Dynamic Analysis of Renal Nerve Activity Responses to Baroreceptor Denervation in Hypertensive Rats

Sinoaortic and cardiac baroreflexes exert important control over renal sympathetic nerve activity. Alterations in these reflex mechanisms contribute to renal sympathoexcitation in hypertension. Nonlinear dynamic analysis was used to examine the chaotic behavior of renal sympathetic nerve activity in normotensive Sprague-Dawley and Wistar-Kyoto rats and spontaneously hypertensive rats before and after complete baroreceptor denervation (sinoaortic and cardiac baroreceptor denervation). The peak interval sequence of synchronized renal sympathetic nerve discharge was extracted and used for analysis. In all rat strains, this yielded systems whose correlation dimensions converged to similar low values over the embedding dimension range of 10 to 15 and whose greatest Lyapunov exponents were positive. In Sprague-Dawley and Wistar-Kyoto rats, compete baroreceptor denervation was associated with decreases in the correlation dimensions (Sprague-DAWLEY: 2.42+/-0.04 to 2.16+/-0.04; Wistar-KYOTO: 2.44+/-0.04 to 2.34+/-0.04) and in the greatest Lyapunov exponents (Sprague-DAWLEY: 0.199+/-0.004 to 0.130+/-0.015; Wistar-KYOTO: 0.196+/-0.002 to 0.136+/-0.010). Spontaneously hypertensive rats had a similar correlation dimension, which was unaffected by complete baroreceptor denervation (2.42+/-0.02 versus 2.42+/-0.03), and a lower value for the greatest Lyapunov exponent, which decreased to a lesser extent after complete baroreceptor denervation (0.183+/-0.006 versus 0.158+/-0.006).

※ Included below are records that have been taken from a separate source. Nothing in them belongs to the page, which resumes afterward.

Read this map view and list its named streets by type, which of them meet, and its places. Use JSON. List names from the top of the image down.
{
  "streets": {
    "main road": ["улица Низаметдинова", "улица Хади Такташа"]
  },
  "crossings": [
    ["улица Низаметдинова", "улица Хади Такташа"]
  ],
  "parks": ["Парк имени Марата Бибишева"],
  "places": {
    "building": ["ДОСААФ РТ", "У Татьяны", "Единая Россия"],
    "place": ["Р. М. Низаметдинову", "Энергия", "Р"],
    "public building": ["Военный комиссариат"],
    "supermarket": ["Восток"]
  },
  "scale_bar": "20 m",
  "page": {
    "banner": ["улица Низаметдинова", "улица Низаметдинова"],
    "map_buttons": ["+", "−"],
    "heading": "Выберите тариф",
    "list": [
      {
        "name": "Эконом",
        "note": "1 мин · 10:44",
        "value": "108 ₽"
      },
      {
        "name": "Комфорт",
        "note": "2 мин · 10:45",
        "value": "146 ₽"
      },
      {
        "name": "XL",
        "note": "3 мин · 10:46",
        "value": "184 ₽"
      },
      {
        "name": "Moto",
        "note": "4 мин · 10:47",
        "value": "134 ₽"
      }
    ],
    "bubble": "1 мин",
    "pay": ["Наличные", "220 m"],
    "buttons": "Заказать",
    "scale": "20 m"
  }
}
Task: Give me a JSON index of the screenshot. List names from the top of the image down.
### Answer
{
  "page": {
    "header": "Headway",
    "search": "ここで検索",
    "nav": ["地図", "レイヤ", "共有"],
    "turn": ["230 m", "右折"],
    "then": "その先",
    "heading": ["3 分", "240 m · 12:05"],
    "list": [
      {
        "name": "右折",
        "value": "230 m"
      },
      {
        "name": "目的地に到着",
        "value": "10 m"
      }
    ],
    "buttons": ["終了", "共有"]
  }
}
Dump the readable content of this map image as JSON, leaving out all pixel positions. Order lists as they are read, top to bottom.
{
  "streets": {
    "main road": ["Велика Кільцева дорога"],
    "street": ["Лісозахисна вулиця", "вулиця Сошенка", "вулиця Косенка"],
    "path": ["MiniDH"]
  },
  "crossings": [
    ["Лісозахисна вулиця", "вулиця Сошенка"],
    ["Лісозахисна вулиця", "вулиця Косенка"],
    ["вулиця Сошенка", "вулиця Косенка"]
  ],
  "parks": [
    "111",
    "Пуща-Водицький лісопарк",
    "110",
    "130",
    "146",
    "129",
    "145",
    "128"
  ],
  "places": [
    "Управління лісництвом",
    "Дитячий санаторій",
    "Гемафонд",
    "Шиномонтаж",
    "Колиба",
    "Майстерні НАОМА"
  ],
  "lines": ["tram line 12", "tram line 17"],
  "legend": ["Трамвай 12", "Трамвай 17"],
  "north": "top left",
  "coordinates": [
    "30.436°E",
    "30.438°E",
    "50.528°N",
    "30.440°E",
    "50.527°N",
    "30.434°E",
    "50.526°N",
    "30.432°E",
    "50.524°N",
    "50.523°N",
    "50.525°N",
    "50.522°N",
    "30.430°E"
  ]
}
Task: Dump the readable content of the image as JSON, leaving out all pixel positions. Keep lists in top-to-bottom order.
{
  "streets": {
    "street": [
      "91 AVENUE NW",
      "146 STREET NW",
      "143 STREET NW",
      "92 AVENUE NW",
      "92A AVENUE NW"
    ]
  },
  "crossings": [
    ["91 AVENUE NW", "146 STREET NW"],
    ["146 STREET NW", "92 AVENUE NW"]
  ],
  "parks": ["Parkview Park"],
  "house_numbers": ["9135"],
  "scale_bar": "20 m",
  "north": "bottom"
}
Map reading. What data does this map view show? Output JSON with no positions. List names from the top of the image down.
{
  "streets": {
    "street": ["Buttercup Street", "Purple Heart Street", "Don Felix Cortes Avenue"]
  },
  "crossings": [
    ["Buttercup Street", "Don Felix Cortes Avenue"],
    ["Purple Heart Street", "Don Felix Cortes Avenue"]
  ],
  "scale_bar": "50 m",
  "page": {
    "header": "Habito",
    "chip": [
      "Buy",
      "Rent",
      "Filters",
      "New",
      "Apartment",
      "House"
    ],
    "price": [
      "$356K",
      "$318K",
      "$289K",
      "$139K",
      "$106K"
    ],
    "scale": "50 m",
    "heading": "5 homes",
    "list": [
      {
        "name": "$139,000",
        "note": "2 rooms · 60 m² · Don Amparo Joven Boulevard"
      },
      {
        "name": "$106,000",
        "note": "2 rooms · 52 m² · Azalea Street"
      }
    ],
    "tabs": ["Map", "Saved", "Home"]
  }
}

These results indicate that removal of sinoaortic and cardiac baroreceptor regulation of renal sympathetic nerve activity is associated with a greater decrease in the chaotic behavior of renal sympathetic nerve activity in normotensive compared with hypertensive rats. This suggests that the central neural mechanisms that regulate renal sympathetic nerve activity in response to alterations in cardiovascular reflex inputs are different in spontaneously hypertensive rats from those in Sprague-Dawley and Wistar-Kyoto rats.